ASSIGNMENT: Go through the entries one line at a time, and gather every line that has the word "above".

[Source records]
──────────────────────────────
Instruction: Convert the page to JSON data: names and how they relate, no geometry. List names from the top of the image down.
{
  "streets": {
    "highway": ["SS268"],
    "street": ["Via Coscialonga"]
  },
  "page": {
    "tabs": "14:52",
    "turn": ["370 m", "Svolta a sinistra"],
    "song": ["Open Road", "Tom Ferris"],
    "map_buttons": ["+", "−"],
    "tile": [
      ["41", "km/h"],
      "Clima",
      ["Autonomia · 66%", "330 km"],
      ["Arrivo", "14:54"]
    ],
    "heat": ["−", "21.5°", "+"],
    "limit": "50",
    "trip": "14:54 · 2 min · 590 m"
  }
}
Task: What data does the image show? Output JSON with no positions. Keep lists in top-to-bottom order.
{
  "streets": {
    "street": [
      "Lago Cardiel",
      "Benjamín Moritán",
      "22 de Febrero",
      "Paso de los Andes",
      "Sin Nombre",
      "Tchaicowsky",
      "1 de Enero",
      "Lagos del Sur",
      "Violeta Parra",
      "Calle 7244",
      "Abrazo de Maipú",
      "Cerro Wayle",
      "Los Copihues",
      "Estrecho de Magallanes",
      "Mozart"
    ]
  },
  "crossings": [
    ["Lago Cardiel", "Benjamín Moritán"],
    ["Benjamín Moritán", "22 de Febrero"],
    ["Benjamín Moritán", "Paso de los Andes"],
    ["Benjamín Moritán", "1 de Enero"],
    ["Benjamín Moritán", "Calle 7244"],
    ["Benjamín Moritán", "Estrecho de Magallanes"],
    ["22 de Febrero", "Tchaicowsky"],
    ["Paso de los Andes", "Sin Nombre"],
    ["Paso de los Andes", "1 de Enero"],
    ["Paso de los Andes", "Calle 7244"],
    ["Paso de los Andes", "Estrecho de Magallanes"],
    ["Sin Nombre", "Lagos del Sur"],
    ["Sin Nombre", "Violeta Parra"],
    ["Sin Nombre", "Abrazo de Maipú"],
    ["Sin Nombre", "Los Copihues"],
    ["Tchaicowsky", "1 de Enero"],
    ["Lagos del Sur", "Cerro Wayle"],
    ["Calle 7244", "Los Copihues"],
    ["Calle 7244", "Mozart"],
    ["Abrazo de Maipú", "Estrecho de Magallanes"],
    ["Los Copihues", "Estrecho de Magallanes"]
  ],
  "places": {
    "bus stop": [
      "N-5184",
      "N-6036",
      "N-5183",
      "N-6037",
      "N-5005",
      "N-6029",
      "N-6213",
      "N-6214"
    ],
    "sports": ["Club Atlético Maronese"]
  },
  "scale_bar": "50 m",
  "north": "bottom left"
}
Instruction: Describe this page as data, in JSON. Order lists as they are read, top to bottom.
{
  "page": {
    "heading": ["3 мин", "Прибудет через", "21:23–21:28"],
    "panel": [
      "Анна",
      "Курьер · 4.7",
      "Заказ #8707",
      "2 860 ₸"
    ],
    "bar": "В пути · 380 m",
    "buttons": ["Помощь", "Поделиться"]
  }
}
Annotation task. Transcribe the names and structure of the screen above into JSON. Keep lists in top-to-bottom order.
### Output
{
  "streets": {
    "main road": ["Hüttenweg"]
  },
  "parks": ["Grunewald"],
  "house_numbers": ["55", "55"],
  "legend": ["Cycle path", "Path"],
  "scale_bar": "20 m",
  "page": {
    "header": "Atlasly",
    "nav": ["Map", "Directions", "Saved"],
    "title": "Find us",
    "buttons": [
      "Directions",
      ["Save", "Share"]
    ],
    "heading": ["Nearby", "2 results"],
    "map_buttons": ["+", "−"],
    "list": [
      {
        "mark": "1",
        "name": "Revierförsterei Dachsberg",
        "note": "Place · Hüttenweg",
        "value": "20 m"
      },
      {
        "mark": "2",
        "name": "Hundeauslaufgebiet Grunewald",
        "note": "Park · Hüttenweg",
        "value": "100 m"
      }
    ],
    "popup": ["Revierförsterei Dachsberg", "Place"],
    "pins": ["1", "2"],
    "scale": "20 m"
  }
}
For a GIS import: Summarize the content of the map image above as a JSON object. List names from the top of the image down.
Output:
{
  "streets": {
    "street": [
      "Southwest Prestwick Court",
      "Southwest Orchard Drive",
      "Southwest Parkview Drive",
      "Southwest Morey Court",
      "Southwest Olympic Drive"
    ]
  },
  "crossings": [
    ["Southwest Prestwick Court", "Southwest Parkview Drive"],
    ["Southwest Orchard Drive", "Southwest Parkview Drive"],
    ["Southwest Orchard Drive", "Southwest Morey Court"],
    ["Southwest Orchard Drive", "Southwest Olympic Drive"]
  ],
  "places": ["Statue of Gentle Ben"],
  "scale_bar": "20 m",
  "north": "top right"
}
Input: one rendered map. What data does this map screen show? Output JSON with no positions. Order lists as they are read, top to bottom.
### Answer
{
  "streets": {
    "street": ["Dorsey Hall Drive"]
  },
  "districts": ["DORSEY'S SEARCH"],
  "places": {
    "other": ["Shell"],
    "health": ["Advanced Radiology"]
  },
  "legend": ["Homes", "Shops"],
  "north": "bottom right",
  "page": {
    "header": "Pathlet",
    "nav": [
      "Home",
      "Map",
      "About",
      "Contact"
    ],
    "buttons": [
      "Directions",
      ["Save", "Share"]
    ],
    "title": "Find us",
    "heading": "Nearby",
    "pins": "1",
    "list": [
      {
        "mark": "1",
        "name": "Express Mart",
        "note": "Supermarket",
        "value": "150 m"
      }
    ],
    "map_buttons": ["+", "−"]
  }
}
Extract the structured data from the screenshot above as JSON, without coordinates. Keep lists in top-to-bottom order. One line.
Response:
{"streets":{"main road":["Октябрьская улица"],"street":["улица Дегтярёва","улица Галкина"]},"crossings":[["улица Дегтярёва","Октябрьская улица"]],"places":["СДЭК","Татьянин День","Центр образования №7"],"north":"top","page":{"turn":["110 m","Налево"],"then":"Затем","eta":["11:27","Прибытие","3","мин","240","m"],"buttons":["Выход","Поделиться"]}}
──────────────────────────────
ANSWER BOX:
Annotation task. Transcribe the names and structure of the screen above into JSON. Keep lists in top-to-bottom order.
For a GIS import: Summarize the content of the map image above as a JSON object. List names from the top of the image down.
Extract the structured data from the screenshot above as JSON, without coordinates. Keep lists in top-to-bottom order. One line.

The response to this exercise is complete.